§ RECORDS SUPPLIED:
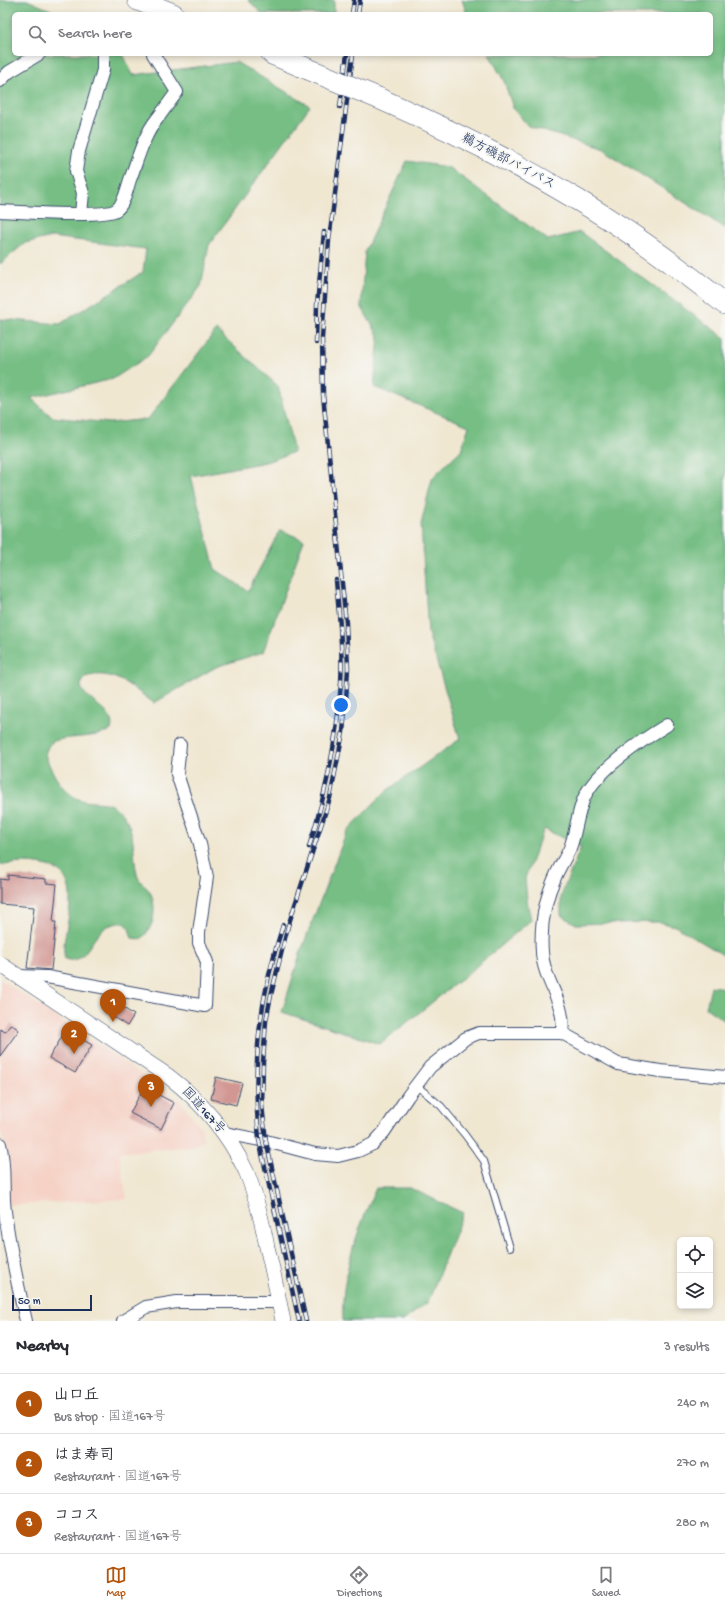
<!DOCTYPE html>
<html lang="en">
<head>
<meta charset="utf-8">
<style>
  body { margin:0; font-family:"Gochi Hand","Klee One",sans-serif; background:#f7f7f7; color:#2b2b33 }
  .controls { position:absolute; right:12px; bottom:12px; display:grid; overflow:hidden; border-radius:6px; box-shadow:0 2px 6px #0003 }
  .controls button { width:36px; height:36px; display:grid; place-items:center; padding:0; border:0; border-bottom:1px solid #e1e1e2; background:#fff; color:#2b2b33; font:20px sans-serif }
  .scale { position:absolute; left:12px; bottom:10px; width:80px; box-sizing:border-box; padding-left:4px; border:2px solid #1b2f5e; border-top:0; font-size:11px; line-height:14px; white-space:nowrap; color:#1b2f5e; -webkit-text-stroke:3px #f6f6f2; paint-order:stroke }
  .you { position:absolute; left:341px; top:705px; width:14px; height:14px; margin:-10px; border:3px solid #fff; border-radius:50%; background:#1a73e8; box-shadow:0 0 0 6px #1a73e833 }
  .badge { display:grid; place-items:center; width:26px; height:26px; border-radius:50%; background:#b45309; color:#fff; font-size:13px; font-weight:700 }
  .pin { position:absolute; translate:-50% -33px; filter:drop-shadow(0 1px 2px #0008) }
  .pin::after { content:''; position:absolute; top:21px; width:14px; height:12px; background:inherit; clip-path:polygon(0 0,100% 0,50% 100%) }
  .list { margin:0; padding:0; list-style:none }
  h2 { display:flex; justify-content:space-between; align-items:center; height:52px; margin:0; padding:0 16px; font-size:17px }
  h2 small { font-size:13px; font-weight:400; color:#7c7c81 }
  .list li { display:grid; grid-template-columns:26px 1fr auto; gap:12px; align-items:center; box-sizing:border-box; height:60px; padding:0 16px; border-top:1px solid #e1e1e2 }
  .list b { display:block; font-size:15px; white-space:nowrap }
  .list p { margin:0; font-size:13px; white-space:nowrap; color:#7c7c81 }
  .list em { font-size:13px; font-style:normal; color:#7c7c81 }
  .icon { flex:none; width:22px; height:22px; fill:none; stroke:currentColor; stroke-width:2; stroke-linecap:round; stroke-linejoin:round }
  .map { position:relative; flex:none; width:725px; height:1321px; overflow:hidden }
  .search { position:absolute; background:#fff; box-shadow:0 2px 6px #0003; left:12px; right:12px; top:12px; height:44px; display:flex; align-items:center; gap:10px; box-sizing:border-box; padding:0 14px; border-radius:6px; color:#7c7c81; font-size:15px }
  .sheet { height:232px; background:#fff }
  nav { display:flex; justify-content:space-around; align-items:center; box-sizing:border-box; height:56px; border-top:1px solid #e1e1e2; background:#fff; font-size:11px; color:#7c7c81 }
  nav a { display:grid; justify-items:center; gap:2px }
  nav .on { color:#b45309 }
  .map>svg:first-child { display:block }
</style>
</head>
<body>
<div class="map">
<svg width="725" height="1321" viewBox="0 0 725 1321">
  <rect width="100%" height="100%" fill="#f6f6f2"/>
  <filter id="ink" filterUnits="userSpaceOnUse"><feTurbulence type="fractalNoise" baseFrequency=".025" numOctaves="2"/><feDisplacementMap in="SourceGraphic" scale="8" xChannelSelector="R" yChannelSelector="G"/><feConvolveMatrix kernelMatrix="1 2 1 2 8 2 1 2 1" color-interpolation-filters="sRGB"/></filter>
  <filter id="wash" filterUnits="userSpaceOnUse"><feTurbulence type="fractalNoise" baseFrequency=".012" numOctaves="4" result="noise"/><feDisplacementMap in="SourceGraphic" scale="16" xChannelSelector="R" yChannelSelector="G"/><feGaussianBlur stdDeviation="0.9" result="paint"/><feColorMatrix in="noise" values="0 0 0 0 0 0 0 0 0 0 0 0 0 0 0 0 0 1.4 0 .05"/><feComposite in="paint" operator="in"/></filter>
  <g filter="url(#wash)">
    <rect width="100%" height="100%" fill="#f0e7d1"/>
    <!-- built -->
    <path fill="#f6d1c5" d="M0,979L179,1100L202,1129L203,1141L193,1146L119,1153L127,1199L9,1205V1161L0,1130Z"/>
    <!-- forest -->
    <g fill="#76be84" stroke="#487671">
      <path d="M0,0H27L60,14H14V54H123L133,75L236,62L310,106L209,245L201,286L148,356L113,379L31,398L52,417L110,423L148,419L216,330L278,386L294,452L266,462L191,476L215,569L248,591L280,530L304,540L263,652L216,667L154,703C132,688 114,668 85,677C83,679 81,682 81,685C81,700 118,710 111,730C94,740 61,735 51,743C48,745 47,750 45,754C51,772 64,797 85,801C100,804 109,799 121,813C137,831 132,853 137,874C138,882 148,887 151,894C157,910 154,928 141,939L132,938C130,934 130,928 126,924C122,922 118,923 114,924C90,929 89,967 65,959C62,946 66,933 68,920C75,880 66,864 24,863C16,863 8,865 0,865V319L60,324L143,272L146,249L52,237L25,243L0,264Z"/>
      <path d="M248,0H334V14H262Z"/>
      <path d="M462,0H725V228L601,149L528,126L513,108L504,81L489,54H711V14H467Z"/>
      <path d="M407,161L448,167L548,240L580,232L725,338V956L675,926L659,922L576,924L561,915V895L581,847L544,829L525,878L527,900L531,920L465,976L380,1044L282,1012L301,951L347,831L385,792L460,739L428,633L421,525L432,478L461,450L469,426L374,387L379,337L361,306L365,251Z"/>
      <path d="M711,986L725,988V1021L706,1008Z"/>
      <path d="M376,1188H410L463,1213L428,1302L403,1321H343C340,1276 358,1229 376,1188Z"/>
    </g>
    <g id="blocks">
      <!-- building -->
      <g fill="#d29693">
        <path d="M8,875L46,879V883L57,884L53,922H56L51,970L27,968L34,907L0,904V879L8,880Z"/>
        <path d="M113,1001L134,1015L127,1026L106,1012Z"/>
        <path d="M11,1024L19,1030L0,1056V1029L5,1032Z"/>
        <path d="M66,1030L92,1045L75,1073L49,1058Z"/>
        <path d="M216,1077L242,1083L236,1105L211,1099Z"/>
        <path d="M144,1087L174,1103L161,1129L130,1113Z"/>
      </g>
    </g>
  </g>
  <g filter="url(#ink)">
    <use href="#blocks" fill-opacity="0" stroke="#3b4b6f" stroke-width="1"/>
    <g fill="none" stroke-linecap="round" stroke-linejoin="round">
      <!-- service casing -->
      <g stroke="#3b4b6f" stroke-width="8">
        <path id="service" d="M416,1085L441,1106L465,1135L484,1161L510,1248"/>
      </g>
      <!-- minor casing -->
      <g stroke="#3b4b6f" stroke-width="14">
        <g id="minor">
          <path d="M0,81L9,72L39,54"/>
          <path d="M0,211C20,212 102,218 116,210C125,204 127,187 131,177C138,158 144,135 157,119C164,110 170,101 177,92L153,54"/>
          <path d="M81,214L83,193L76,171L79,151L103,70V54"/>
          <path d="M19,976L47,977L205,1006L207,962L199,943V932L207,877L200,844L177,774L180,745"/>
          <path d="M562,1033C567,1004 543,980 542,952C540,925 545,899 556,875C560,866 566,857 570,848C576,832 577,815 584,798C595,772 642,740 667,725"/>
          <path d="M224,1133L266,1141L315,1154L338,1156L358,1151L373,1144L384,1132L408,1096L430,1067L466,1038L479,1033H562L618,1064L660,1071L725,1077"/>
          <path d="M0,1144C6,1166 2,1189 5,1211C9,1248 18,1285 26,1321"/>
          <path d="M123,1321L146,1307L177,1302H280"/>
        </g>
      </g>
      <!-- tertiary casing -->
      <g stroke="#3b4b6f" stroke-width="16">
        <path id="tertiary" d="M0,964L168,1076C201,1101 228,1133 246,1171C256,1195 262,1221 267,1247C273,1271 278,1296 283,1321"/>
      </g>
      <!-- trunk casing -->
      <g stroke="#3b4b6f" stroke-width="22">
        <g id="trunk">
          <path d="M138,0L173,14"/>
          <path d="M272,54L308,69"/>
          <path d="M378,98C444,127 509,159 571,196C625,227 676,265 725,304"/>
        </g>
      </g>
      <!-- service -->
      <use href="#service" stroke="#fff" stroke-width="6"/>
      <!-- minor -->
      <use href="#minor" stroke="#fff" stroke-width="12"/>
      <!-- tertiary -->
      <use href="#tertiary" stroke="#fff" stroke-width="15"/>
      <!-- trunk -->
      <use href="#trunk" stroke="#fff" stroke-width="21"/>
      <!-- rail casing -->
      <g stroke="#1b2f5e" stroke-width="4.5">
        <g id="rail">
          <path d="M352,14L354,0"/>
          <path d="M358,14L360,0"/>
          <path d="M340,107L347,54"/>
          <path d="M316,343L317,305L324,232"/>
          <path d="M309,847C326,794 337,739 341,683C343,649 339,615 336,580"/>
          <path d="M283,925C259,999 252,1062 259,1140L299,1321"/>
          <path d="M306,1321L266,1141L262,1105L263,1062L266,1021L271,995L288,926L330,798L343,732L346,700L348,668L346,623L323,395L322,338L329,240L353,54"/>
        </g>
      </g>
      <!-- rail -->
      <use href="#rail" stroke="#f6f6f2" stroke-width="3" stroke-dasharray="9" stroke-linecap="butt"/>
      <!-- trunk-bridge casing -->
      <g stroke="#3b4b6f" stroke-width="22" stroke-linecap="butt">
        <path id="trunk-bridge" d="M308,69L378,98"/>
      </g>
      <!-- trunk-bridge -->
      <use href="#trunk-bridge" stroke="#fff" stroke-width="21"/>
    </g>
  </g>
  <g text-anchor="middle" dominant-baseline="central" stroke-width="3.5" stroke-linejoin="round" paint-order="stroke">
    <!-- street labels -->
    <g font-size="13" fill="#1b2f5e" stroke="#f6f6f2">
      <text transform="translate(508 162) rotate(28)">鵜方磯部バイパス</text>
      <text transform="translate(203 1111) rotate(48)">国道167号</text>
    </g>
  </g>
</svg>
<div class="controls">
<button><svg class="icon" aria-label="locate" viewBox="0 0 24 24"><circle cx="12" cy="12" r="6"/><path d="M12 2v4M12 18v4M2 12h4M18 12h4"/></svg></button>
<button><svg class="icon" aria-label="layers" viewBox="0 0 24 24"><path d="M12 4l9 5-9 5-9-5zM3 14l9 5 9-5"/></svg></button>
</div>
<div class="scale">50 m</div>
<div class="you"></div>
<div class="pin badge" style="left:113px;top:1022px">1</div>
<div class="pin badge" style="left:74px;top:1054px">2</div>
<div class="pin badge" style="left:151px;top:1107px">3</div>
<div class="search"><svg class="icon" aria-label="search" viewBox="0 0 24 24"><circle cx="10" cy="10" r="6"/><path d="M15 15l6 6"/></svg>Search here</div>
</div>
<section class="sheet">
<h2>Nearby<small>3 results</small></h2>
<ul class="list">
<li><span class="badge">1</span><div><b>山口丘</b><p>Bus stop · 国道167号</p></div><em>240 m</em></li>
<li><span class="badge">2</span><div><b>はま寿司</b><p>Restaurant · 国道167号</p></div><em>270 m</em></li>
<li><span class="badge">3</span><div><b>ココス</b><p>Restaurant · 国道167号</p></div><em>280 m</em></li>
</ul>
</section>
<nav>
<a class="on"><svg class="icon" aria-label="map" viewBox="0 0 24 24"><path d="M3 6l6-2 6 2 6-2v14l-6 2-6-2-6 2zM9 4v14M15 6v14"/></svg>Map</a>
<a><svg class="icon" aria-label="directions" viewBox="0 0 24 24"><path d="M12 3l9 9-9 9-9-9zM9 14v-3h6M13 9l2 2-2 2"/></svg>Directions</a>
<a><svg class="icon" aria-label="saved" viewBox="0 0 24 24"><path d="M7 4h10v16l-5-4-5 4z"/></svg>Saved</a>
</nav>
</body>
</html>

§ EXERCISE PROMPT: Go through the entries above and report every line in which the word "linejoin" appears.

§ RESPONSE BOX:
  .icon { flex:none; width:22px; height:22px; fill:none; stroke:currentColor; stroke-width:2; stroke-linecap:round; stroke-linejoin:round }
    <g fill="none" stroke-linecap="round" stroke-linejoin="round">
  <g text-anchor="middle" dominant-baseline="central" stroke-width="3.5" stroke-linejoin="round" paint-order="stroke">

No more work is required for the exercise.